I Gegen die Eintragung der Wort-/Bildmarke 300 66 287 Grafikfür Klasse 35: Unternehmensverwaltung;

Klasse 36: Finanzwesen, Geldgeschäfte, Immobilienwesen;

Klasse 42: Erstellung von Programmen für die Datenverarbeitung; technische, organisatorische und finanzielle Beratung zur Implementierung und Weiterentwicklung von Systemen der Informations- und Kommunikations-Technologie; Beratung in technischer, organisatorischer und finanzieller Hinsicht zur Beschaffung von Hard- und Software, die eine Lieferanten- und Produktauswahl beinhaltet.

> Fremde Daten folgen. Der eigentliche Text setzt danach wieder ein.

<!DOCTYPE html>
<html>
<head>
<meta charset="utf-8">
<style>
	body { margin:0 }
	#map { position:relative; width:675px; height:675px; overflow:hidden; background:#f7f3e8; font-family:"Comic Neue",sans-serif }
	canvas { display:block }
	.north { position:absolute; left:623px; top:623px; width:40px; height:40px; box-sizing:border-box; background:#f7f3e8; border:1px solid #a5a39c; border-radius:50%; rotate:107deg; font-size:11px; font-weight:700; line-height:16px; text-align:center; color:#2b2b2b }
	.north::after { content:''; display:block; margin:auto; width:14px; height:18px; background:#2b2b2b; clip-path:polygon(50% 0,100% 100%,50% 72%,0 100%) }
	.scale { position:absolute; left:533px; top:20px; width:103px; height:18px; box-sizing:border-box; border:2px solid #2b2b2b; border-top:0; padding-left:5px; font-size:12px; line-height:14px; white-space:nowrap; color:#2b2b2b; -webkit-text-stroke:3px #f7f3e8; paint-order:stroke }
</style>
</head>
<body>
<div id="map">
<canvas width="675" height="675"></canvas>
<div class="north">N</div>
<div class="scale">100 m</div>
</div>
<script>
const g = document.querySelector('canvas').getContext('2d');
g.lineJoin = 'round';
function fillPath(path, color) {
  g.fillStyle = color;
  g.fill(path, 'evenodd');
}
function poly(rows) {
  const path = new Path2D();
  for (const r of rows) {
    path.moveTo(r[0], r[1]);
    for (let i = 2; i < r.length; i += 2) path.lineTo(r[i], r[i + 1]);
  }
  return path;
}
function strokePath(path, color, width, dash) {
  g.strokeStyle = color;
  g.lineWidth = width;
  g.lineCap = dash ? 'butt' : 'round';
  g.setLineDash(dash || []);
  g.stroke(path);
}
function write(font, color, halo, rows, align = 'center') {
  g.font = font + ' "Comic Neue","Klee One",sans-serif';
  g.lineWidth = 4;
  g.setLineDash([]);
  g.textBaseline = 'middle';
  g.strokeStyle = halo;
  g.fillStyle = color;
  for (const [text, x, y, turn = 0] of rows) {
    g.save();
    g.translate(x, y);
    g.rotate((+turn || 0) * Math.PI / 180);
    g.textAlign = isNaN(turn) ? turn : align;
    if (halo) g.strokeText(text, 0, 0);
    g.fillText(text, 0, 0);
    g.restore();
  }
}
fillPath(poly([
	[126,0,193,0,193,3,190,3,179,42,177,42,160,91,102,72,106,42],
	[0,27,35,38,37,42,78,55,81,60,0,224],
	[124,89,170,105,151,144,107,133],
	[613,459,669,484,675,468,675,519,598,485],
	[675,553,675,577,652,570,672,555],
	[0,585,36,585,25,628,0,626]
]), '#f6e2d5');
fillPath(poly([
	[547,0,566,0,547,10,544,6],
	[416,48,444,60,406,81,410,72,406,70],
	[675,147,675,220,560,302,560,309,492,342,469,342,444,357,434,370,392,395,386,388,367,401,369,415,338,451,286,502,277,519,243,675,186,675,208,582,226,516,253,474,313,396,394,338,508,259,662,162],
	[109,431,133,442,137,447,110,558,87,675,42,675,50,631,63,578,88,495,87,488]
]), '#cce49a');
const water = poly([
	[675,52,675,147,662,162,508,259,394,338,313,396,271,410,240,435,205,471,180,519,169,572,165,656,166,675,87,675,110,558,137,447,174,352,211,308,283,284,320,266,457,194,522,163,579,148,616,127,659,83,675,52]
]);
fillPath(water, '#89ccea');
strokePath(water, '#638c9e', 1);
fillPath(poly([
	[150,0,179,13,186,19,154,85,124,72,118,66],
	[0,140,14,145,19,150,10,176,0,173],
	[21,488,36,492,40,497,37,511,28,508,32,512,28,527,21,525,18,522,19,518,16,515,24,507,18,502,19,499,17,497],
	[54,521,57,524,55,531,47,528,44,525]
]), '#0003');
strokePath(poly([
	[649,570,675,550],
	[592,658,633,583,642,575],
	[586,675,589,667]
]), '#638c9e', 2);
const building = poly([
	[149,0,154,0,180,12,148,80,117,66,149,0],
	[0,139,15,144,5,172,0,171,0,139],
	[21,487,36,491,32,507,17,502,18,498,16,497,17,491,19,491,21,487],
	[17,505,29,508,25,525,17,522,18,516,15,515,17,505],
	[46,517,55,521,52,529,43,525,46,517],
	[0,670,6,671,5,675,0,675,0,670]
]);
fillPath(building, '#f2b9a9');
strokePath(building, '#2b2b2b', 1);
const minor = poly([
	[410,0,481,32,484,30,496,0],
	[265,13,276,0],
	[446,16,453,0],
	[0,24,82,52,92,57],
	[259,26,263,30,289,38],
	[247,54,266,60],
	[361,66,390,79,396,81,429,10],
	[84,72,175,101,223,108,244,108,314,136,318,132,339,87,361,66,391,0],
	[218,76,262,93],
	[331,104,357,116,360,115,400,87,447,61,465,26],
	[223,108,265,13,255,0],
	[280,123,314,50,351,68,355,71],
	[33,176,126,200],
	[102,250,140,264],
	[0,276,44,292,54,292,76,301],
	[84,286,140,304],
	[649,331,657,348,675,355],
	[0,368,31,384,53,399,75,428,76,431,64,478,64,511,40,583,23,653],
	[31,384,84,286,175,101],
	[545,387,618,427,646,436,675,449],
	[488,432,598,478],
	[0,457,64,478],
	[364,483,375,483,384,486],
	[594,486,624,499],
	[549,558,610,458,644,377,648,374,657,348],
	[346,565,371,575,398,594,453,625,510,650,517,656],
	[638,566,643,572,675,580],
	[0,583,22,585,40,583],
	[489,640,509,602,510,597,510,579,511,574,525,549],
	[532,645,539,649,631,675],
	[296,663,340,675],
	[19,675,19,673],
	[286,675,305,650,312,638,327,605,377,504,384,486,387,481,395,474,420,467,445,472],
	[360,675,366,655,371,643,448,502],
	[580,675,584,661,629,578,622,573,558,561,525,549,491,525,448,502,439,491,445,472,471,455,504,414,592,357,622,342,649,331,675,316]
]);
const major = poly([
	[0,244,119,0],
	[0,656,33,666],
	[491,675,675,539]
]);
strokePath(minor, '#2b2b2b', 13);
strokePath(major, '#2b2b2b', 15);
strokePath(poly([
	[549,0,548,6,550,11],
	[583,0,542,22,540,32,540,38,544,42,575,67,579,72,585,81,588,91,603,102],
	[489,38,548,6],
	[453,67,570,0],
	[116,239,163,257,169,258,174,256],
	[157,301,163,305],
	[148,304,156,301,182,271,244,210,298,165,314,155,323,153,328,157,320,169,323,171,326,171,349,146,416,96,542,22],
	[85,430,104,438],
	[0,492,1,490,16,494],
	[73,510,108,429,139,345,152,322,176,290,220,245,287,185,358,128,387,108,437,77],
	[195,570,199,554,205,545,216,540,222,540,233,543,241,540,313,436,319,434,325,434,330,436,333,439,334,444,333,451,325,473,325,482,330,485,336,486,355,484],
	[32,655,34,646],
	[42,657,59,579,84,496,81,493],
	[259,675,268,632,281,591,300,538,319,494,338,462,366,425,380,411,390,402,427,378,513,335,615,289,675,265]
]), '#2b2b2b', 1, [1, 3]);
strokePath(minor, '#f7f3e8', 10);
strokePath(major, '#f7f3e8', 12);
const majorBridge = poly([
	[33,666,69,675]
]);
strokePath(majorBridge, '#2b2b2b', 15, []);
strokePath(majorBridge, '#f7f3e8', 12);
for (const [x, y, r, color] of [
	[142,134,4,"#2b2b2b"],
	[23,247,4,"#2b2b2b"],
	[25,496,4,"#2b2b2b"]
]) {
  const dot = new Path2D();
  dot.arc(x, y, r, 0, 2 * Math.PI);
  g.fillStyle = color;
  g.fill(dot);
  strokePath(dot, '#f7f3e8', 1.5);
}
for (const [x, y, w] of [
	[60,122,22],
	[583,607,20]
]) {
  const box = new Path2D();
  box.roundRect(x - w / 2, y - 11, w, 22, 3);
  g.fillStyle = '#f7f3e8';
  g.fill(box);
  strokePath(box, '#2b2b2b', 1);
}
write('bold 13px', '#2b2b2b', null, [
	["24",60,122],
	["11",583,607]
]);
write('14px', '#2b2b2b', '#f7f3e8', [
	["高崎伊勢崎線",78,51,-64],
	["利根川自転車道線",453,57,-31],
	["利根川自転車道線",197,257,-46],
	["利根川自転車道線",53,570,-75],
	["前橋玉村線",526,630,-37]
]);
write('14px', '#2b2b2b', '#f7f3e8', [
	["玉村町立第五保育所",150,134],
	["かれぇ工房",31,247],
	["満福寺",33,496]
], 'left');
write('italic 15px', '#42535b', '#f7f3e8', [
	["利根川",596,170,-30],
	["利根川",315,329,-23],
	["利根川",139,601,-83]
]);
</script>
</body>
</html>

(Dienstleistungsverzeichnis nach dem mit Schriftsatz vom 8. November 2006 erklärten (Teil-)Verzicht auf die Dienstleistung "Telekommunikation")

ist Widerspruch erhoben worden aus der Buchstaben-/Bildmarke 398 48 767 Grafikfür Druckschriften, Zeitschriften, Bücher, Vordrucke; technische und betriebswirtschaftliche Beratung; Dienstleistungen von Patent- und Rechtsanwälten, insbesondere Nachforschungen in Rechtsangelegenheiten, Recherchen technischer und rechtlicher Art, technische und rechtliche Beratung sowie gutachterliche Tätigkeit, Übersetzungen, Dolmetschen, Verwaltung fremder Sachen und Rechte, insbesondere von gewerblichen Schutzrechten, Ausarbeitung von Verträgen, insbesondere von Lizenzverträgen, Vertretung in Angelegenheiten des gewerblichen Rechtsschutzes, Anfertigung von technischen Zeichnungen, insbesondere von Patentzeichnungen, Empfang und Übermittlung von Informationen in Online-Diensten sowie im Internet; Ausführung von Schreibarbeiten für Dritte.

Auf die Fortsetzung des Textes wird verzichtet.